A elitização do futebol mata a cultura que o construiu (por Joana Berwanger)

Brasil enfrenta o Paraguai pela Copa do Mundo de 1950. Foto: Reprodução
Brasil enfrenta o Paraguai pela Copa do Mundo de 1950. Foto: Reprodução

Joana Berwanger (*)

“Linda viagem, a que havia feito o futebol: tinha sido organizado nos colégios e universidades inglesas, e na América do Sul alegrava a vida de gente que nunca tinha pisado numa escola”

Eduardo Galeano, Futebol ao Sol e à Sombra (2004).

É um impulso primitivo. Uma necessidade irracional, que aflora em vontade e agito. Sua simplicidade faz com que nos unamos a desconhecidos por puro prazer. Basta alguns chinelos e algo que aguente alguns bons chutes. Seja em uma rua, um corredor, um terreno mal capinado, uma quadra. O campo está pronto, e o primeiro lance faz o esporte correr no sangue daqueles que o constroem e dos que o vêem.

Não se sabe como e nem quando o futebol surgiu. Há quem diga que todas as culturas ao redor do mundo têm alguma raíz. Efetivamente, tomou forma no norte europeu no século XVII. No Brasil, começou sua história no final do século XIX, trazido por Charles Miller, filho de ingleses. Cresceu nas periferias, nos campos e onde houvesse vontade de chutar a bola improvisada. O futebol tornou-se uma linguagem universal que caminhava entre diferentes territórios sociais.

Mais de um século depois da chegada ao Brasil, o legado de Miller representa hoje o esporte mais popular do país, sendo praticado em qualquer canto, beco ou ruela. Não à toa, a acessibilidade da prática futebolística justifica a ascensão de tantos jogadores de origem periférica.
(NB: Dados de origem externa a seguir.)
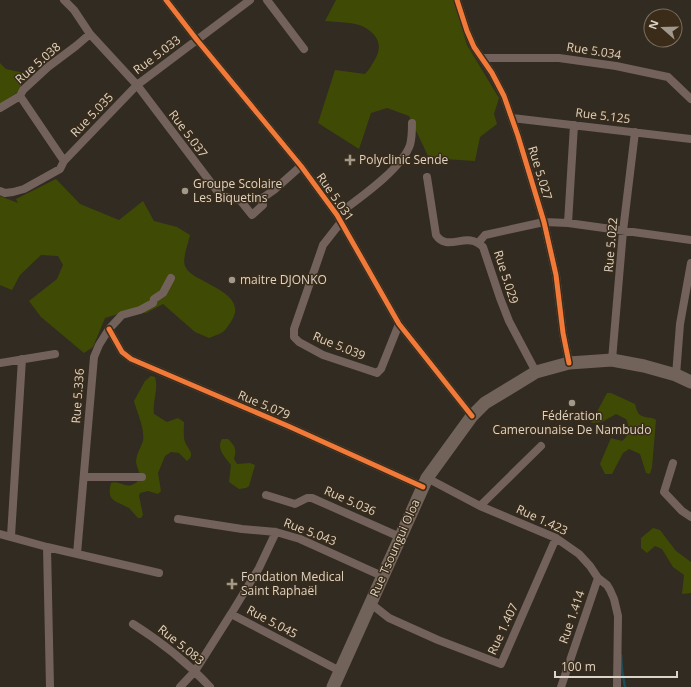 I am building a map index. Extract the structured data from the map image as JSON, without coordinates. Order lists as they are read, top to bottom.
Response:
{
  "streets": {
    "main road": ["Rue Tsoungui Oloa"],
    "street": [
      "Rue 5.034",
      "Rue 5.033",
      "Rue 5.038",
      "Rue 5.035",
      "Rue 5.125",
      "Rue 5.037",
      "Rue 5.027",
      "Rue 5.031",
      "Rue 5.022",
      "Rue 5.029",
      "Rue 5.039",
      "Rue 5.336",
      "Rue 5.079",
      "Rue 5.036",
      "Rue 1.423",
      "Rue 5.043",
      "Rue 1.414",
      "Rue 5.045",
      "Rue 1.407",
      "Rue 5.083"
    ]
  },
  "crossings": [
    ["Rue 5.034", "Rue 5.027"],
    ["Rue 5.033", "Rue 5.035"],
    ["Rue 5.033", "Rue 5.037"],
    ["Rue 5.033", "Rue 5.031"],
    ["Rue 5.038", "Rue 5.037"],
    ["Rue 5.035", "Rue 5.037"],
    ["Rue 5.125", "Rue 5.027"],
    ["Rue 5.125", "Rue 5.022"],
    ["Rue 5.037", "Rue 5.031"],
    ["Rue 5.027", "Rue Tsoungui Oloa"],
    ["Rue 5.031", "Rue 5.039"],
    ["Rue 5.031", "Rue Tsoungui Oloa"],
    ["Rue 5.022", "Rue Tsoungui Oloa"],
    ["Rue 5.029", "Rue Tsoungui Oloa"],
    ["Rue 5.336", "Rue 5.079"],
    ["Rue 5.079", "Rue 1.423"],
    ["Rue 5.079", "Rue Tsoungui Oloa"],
    ["Rue 5.036", "Rue Tsoungui Oloa"],
    ["Rue 1.423", "Rue Tsoungui Oloa"],
    ["Rue 1.423", "Rue 1.414"],
    ["Rue 1.423", "Rue 1.407"],
    ["Rue 5.043", "Rue Tsoungui Oloa"],
    ["Rue Tsoungui Oloa", "Rue 5.045"],
    ["Rue Tsoungui Oloa", "Rue 1.407"],
    ["Rue 5.045", "Rue 5.083"]
  ],
  "places": {
    "health": ["Polyclinic Sende", "Fondation Medical Saint Raphaël"],
    "other": ["Groupe Scolaire Les Biquetins", "maitre DJONKO", "Fédération Camerounaise De Nambudo"]
  },
  "scale_bar": "100 m",
  "north": "left"
} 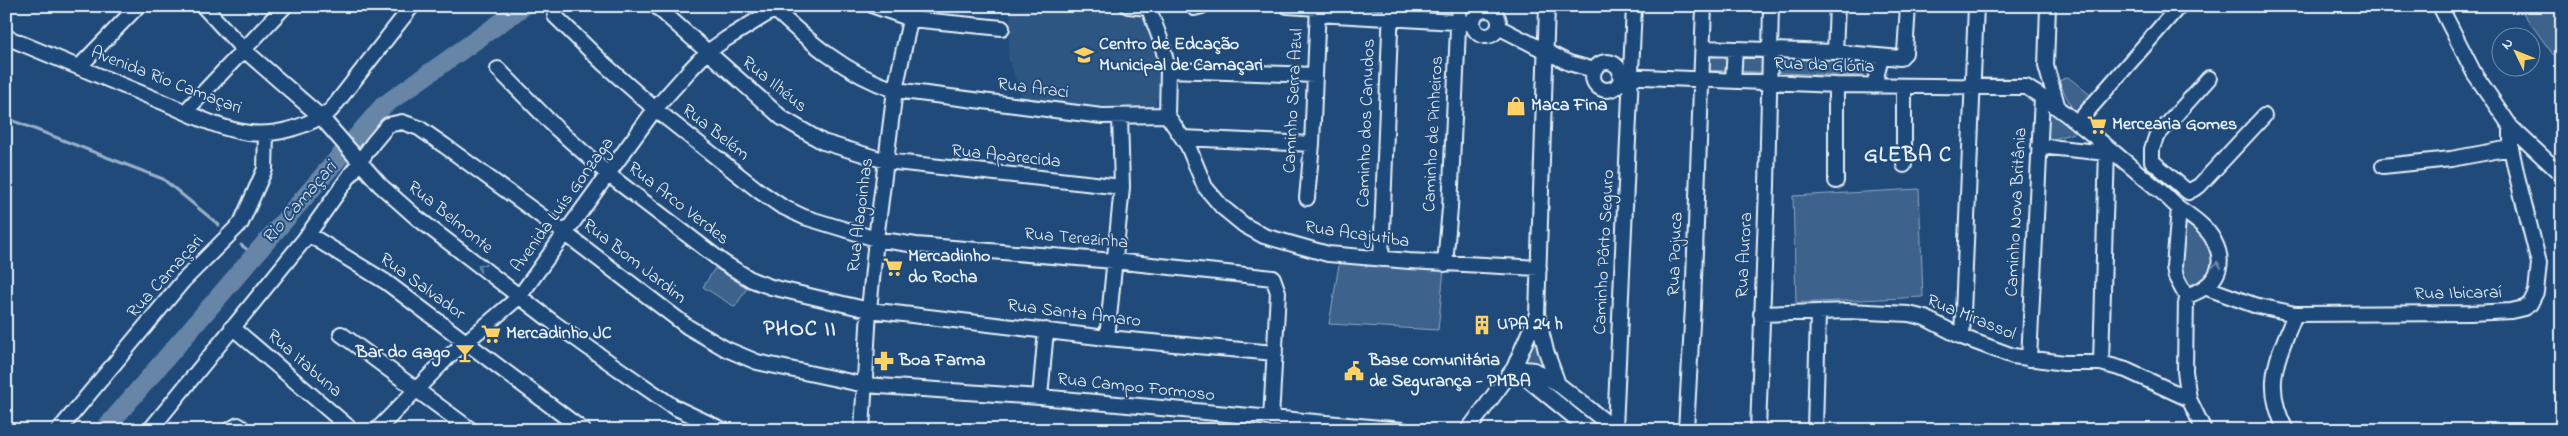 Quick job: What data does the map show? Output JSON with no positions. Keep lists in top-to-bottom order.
{
  "streets": {
    "street": [
      "Rua da Glória",
      "Avenida Rio Camaçari",
      "Rua Ilhéus",
      "Rua Araci",
      "Caminho Serra Azul",
      "Caminho dos Canudos",
      "Rua Belém",
      "Caminho de Pinheiros",
      "Rua Aparecida",
      "Rua Arco Verdes",
      "Avenida Luís Gonzaga",
      "Caminho Nova Britânia",
      "Rua Alagoinhas",
      "Rua Belmonte",
      "Rua Acajutiba",
      "Rua Terezinha",
      "Caminho Pôrto Seguro",
      "Rua Pojuca",
      "Rua Aurora",
      "Rua Bom Jardim",
      "Rua Camaçari",
      "Rua Salvador",
      "Rua Ibicaraí",
      "Rua Santa Amaro",
      "Rua Mirassol",
      "Rua Itabuna",
      "Rua Campo Formoso"
    ]
  },
  "crossings": [
    ["Rua da Glória", "Caminho Pôrto Seguro"],
    ["Rua da Glória", "Rua Pojuca"],
    ["Rua da Glória", "Rua Aurora"],
    ["Avenida Rio Camaçari", "Rua Camaçari"],
    ["Rua Ilhéus", "Rua Aparecida"],
    ["Rua Ilhéus", "Avenida Luís Gonzaga"],
    ["Rua Ilhéus", "Rua Alagoinhas"],
    ["Rua Araci", "Avenida Luís Gonzaga"],
    ["Rua Araci", "Rua Alagoinhas"],
    ["Rua Araci", "Rua Acajutiba"],
    ["Caminho dos Canudos", "Rua Acajutiba"],
    ["Rua Belém", "Avenida Luís Gonzaga"],
    ["Rua Belém", "Rua Alagoinhas"],
    ["Rua Belém", "Rua Terezinha"],
    ["Caminho de Pinheiros", "Rua Acajutiba"],
    ["Rua Aparecida", "Rua Alagoinhas"],
    ["Rua Arco Verdes", "Avenida Luís Gonzaga"],
    ["Rua Arco Verdes", "Rua Alagoinhas"],
    ["Rua Arco Verdes", "Rua Santa Amaro"],
    ["Avenida Luís Gonzaga", "Rua Belmonte"],
    ["Avenida Luís Gonzaga", "Rua Bom Jardim"],
    ["Avenida Luís Gonzaga", "Rua Salvador"],
    ["Caminho Nova Britânia", "Rua Mirassol"],
    ["Rua Alagoinhas", "Rua Terezinha"],
    ["Rua Alagoinhas", "Rua Bom Jardim"],
    ["Rua Alagoinhas", "Rua Santa Amaro"],
    ["Rua Alagoinhas", "Rua Campo Formoso"],
    ["Rua Belmonte", "Rua Bom Jardim"],
    ["Rua Terezinha", "Rua Santa Amaro"],
    ["Rua Aurora", "Rua Mirassol"],
    ["Rua Bom Jardim", "Rua Salvador"],
    ["Rua Bom Jardim", "Rua Itabuna"],
    ["Rua Bom Jardim", "Rua Campo Formoso"]
  ],
  "one_way": ["Rua Belmonte"],
  "districts": ["GLEBA C", "PHOC II"],
  "water": ["Rio Camaçari"],
  "places": {
    "school or university": ["Centro de Edcação Municipal de Camaçari"],
    "shop": ["Maca Fina"],
    "supermarket": ["Mercearia Gomes", "Mercadinho do Rocha", "Mercadinho JC"],
    "building": ["UPA 24 h"],
    "bar": ["Bar do Gago"],
    "pharmacy": ["Boa Farma"],
    "public building": ["Base comunitária de Segurança - PMBA"]
  },
  "north": "top left"
}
O esporte se tornou parte da cultura popular do país desde sua chegada, fato que levou o Brasil a se tornar o maior campeão de Copas do Mundo, criando uma simbologia internacional entre a prática e o território latino-americano.
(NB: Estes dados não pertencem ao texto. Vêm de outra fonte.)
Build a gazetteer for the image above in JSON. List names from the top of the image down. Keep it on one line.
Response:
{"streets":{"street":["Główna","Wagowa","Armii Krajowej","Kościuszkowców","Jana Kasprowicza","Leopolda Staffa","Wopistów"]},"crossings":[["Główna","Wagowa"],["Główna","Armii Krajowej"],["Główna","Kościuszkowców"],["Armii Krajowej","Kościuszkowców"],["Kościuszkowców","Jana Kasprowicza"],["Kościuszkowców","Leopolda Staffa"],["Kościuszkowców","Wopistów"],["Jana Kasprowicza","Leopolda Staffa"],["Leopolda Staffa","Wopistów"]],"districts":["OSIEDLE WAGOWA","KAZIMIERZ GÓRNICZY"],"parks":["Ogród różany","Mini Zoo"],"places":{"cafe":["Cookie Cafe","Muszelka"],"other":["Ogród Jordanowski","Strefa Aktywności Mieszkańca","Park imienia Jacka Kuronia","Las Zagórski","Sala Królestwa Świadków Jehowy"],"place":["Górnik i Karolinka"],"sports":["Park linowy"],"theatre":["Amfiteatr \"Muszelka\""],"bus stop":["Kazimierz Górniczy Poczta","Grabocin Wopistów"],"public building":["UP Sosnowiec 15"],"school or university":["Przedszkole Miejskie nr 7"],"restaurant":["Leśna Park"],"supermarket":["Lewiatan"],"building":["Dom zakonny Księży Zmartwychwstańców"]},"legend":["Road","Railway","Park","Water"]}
Em 16 de julho de 1950, o Estádio Maracanã, no Rio de Janeiro, recebeu 200 mil pessoas para o jogo que traria a taça da Copa do Mundo ao Uruguai, em cima do Brasil. O público representava cerca de 10% da população carioca da época. Os ingressos para a partida variavam de preço, sendo o valor de um deles Cr$ 600***, o equivalente, hoje, a 20 centavos de real. À essa altura, o esporte já estava internalizado na identidade do povo brasileiro, que concretizava o Brasil como dono do futebol mais bonito do mundo.

A virada do seguinte século, no entanto, não somente marcou a troca de milênio, como também o início das mudanças estruturais no ambiente futebolístico. Com a ascensão exponencial do capitalismo em escala global, a lógica de espetacularização se alastrou em diferentes setores sociais onde fosse encontrado espaço para desenvolvimento de um sistema mercadológico. O futebol foi um deles.

Dez anos antes da realidade abocanhar o Brasil de vez, Eduardo Galeano já identificava o veneno do capital empresarial destruindo lentamente essa cultura popular. As partidas, que recebiam um público que costurava diferentes classes sociais, se tornaram um espetáculo mercadológico. Mas, afinal, quem são os que desfrutam de tais injeções financeiras?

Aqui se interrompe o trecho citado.